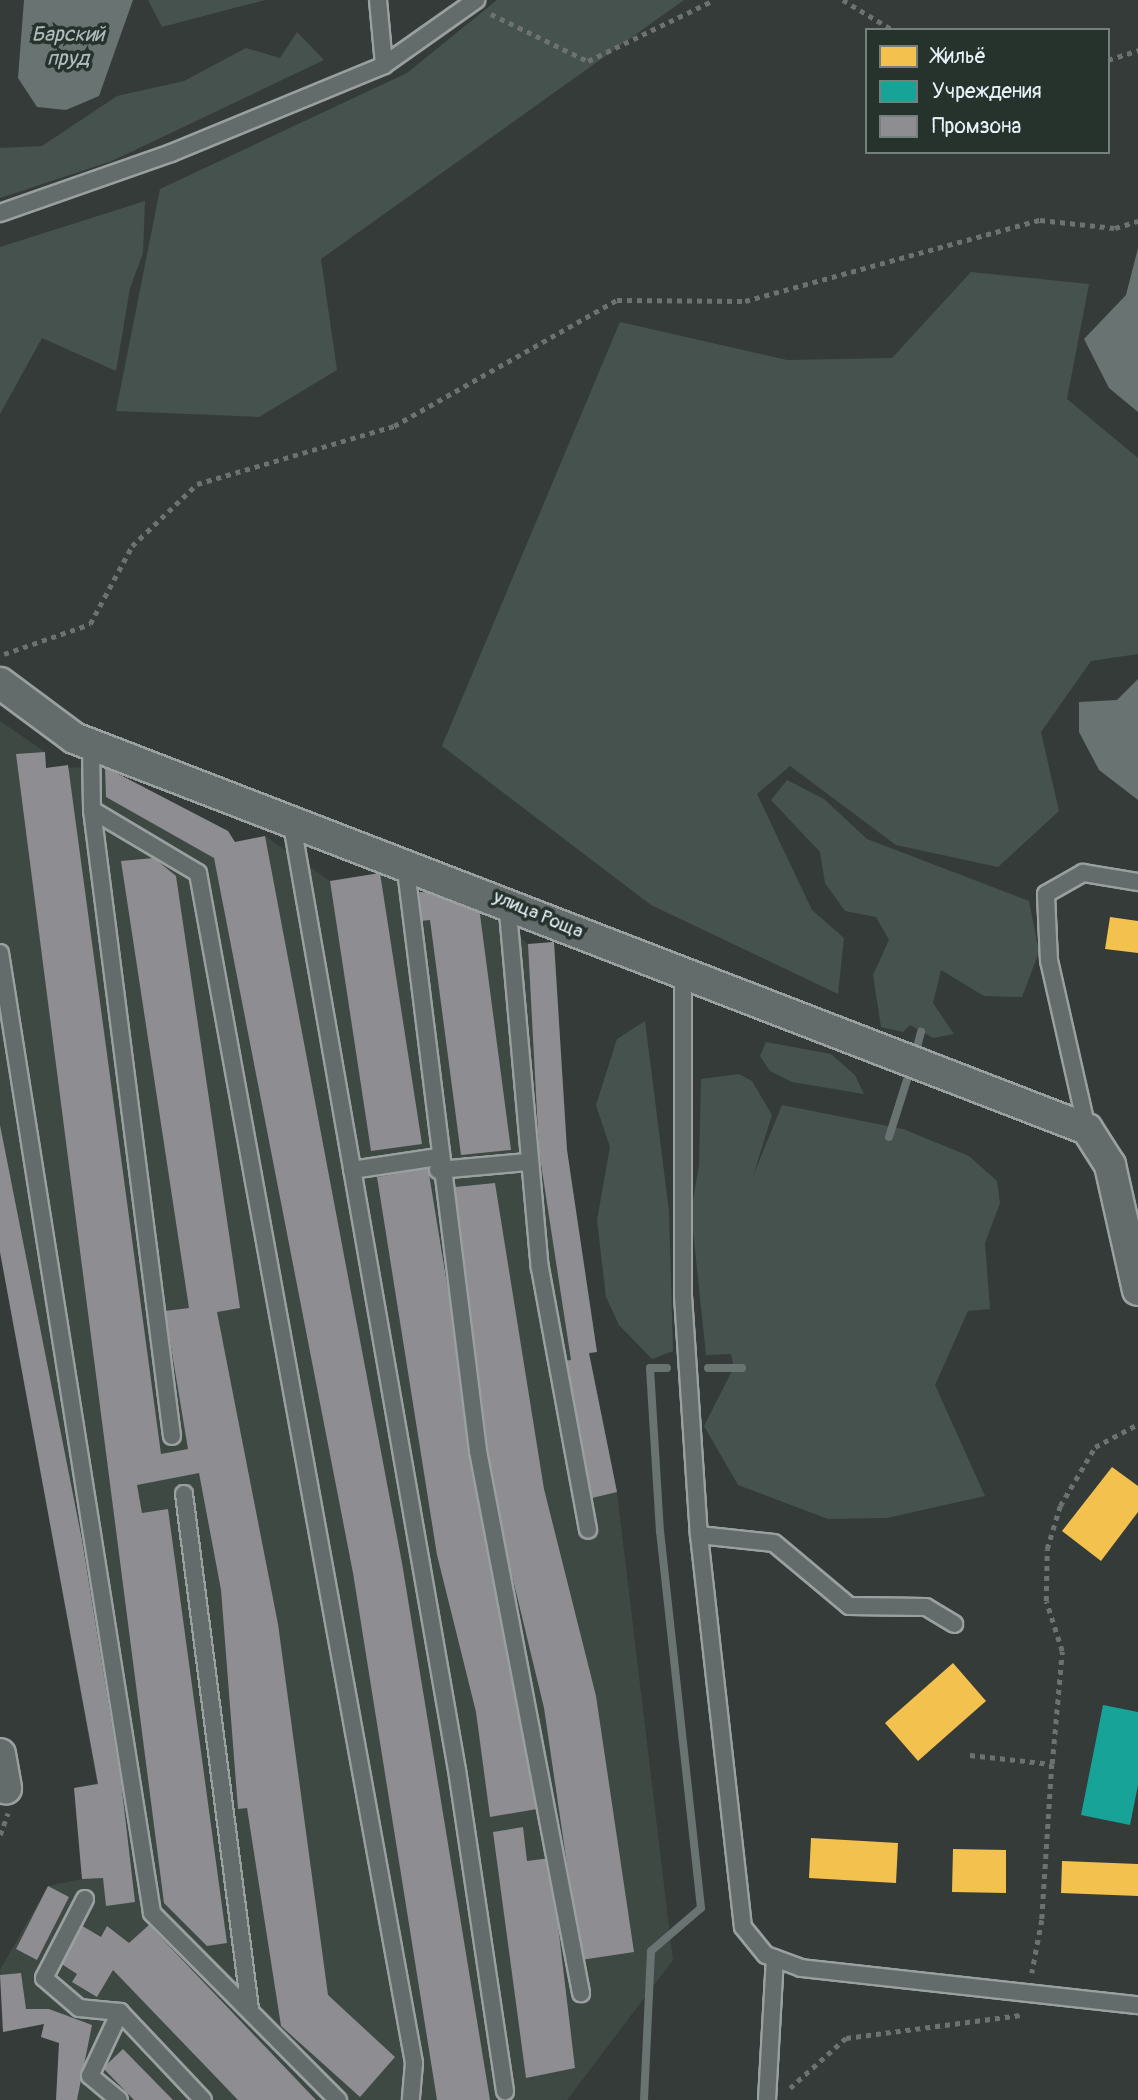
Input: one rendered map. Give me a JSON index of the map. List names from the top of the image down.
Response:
{
  "streets": {
    "street": ["улица Роща"]
  },
  "water": ["Барский пруд"],
  "legend": ["Жильё", "Учреждения", "Промзона"]
}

◆ Brief
Copy out the listing above exactly, and keep the pictures out of it.

◆ Result
Input: one rendered map. Give me a JSON index of the map. List names from the top of the image down.
Response:
{
  "streets": {
    "street": ["улица Роща"]
  },
  "water": ["Барский пруд"],
  "legend": ["Жильё", "Учреждения", "Промзона"]
}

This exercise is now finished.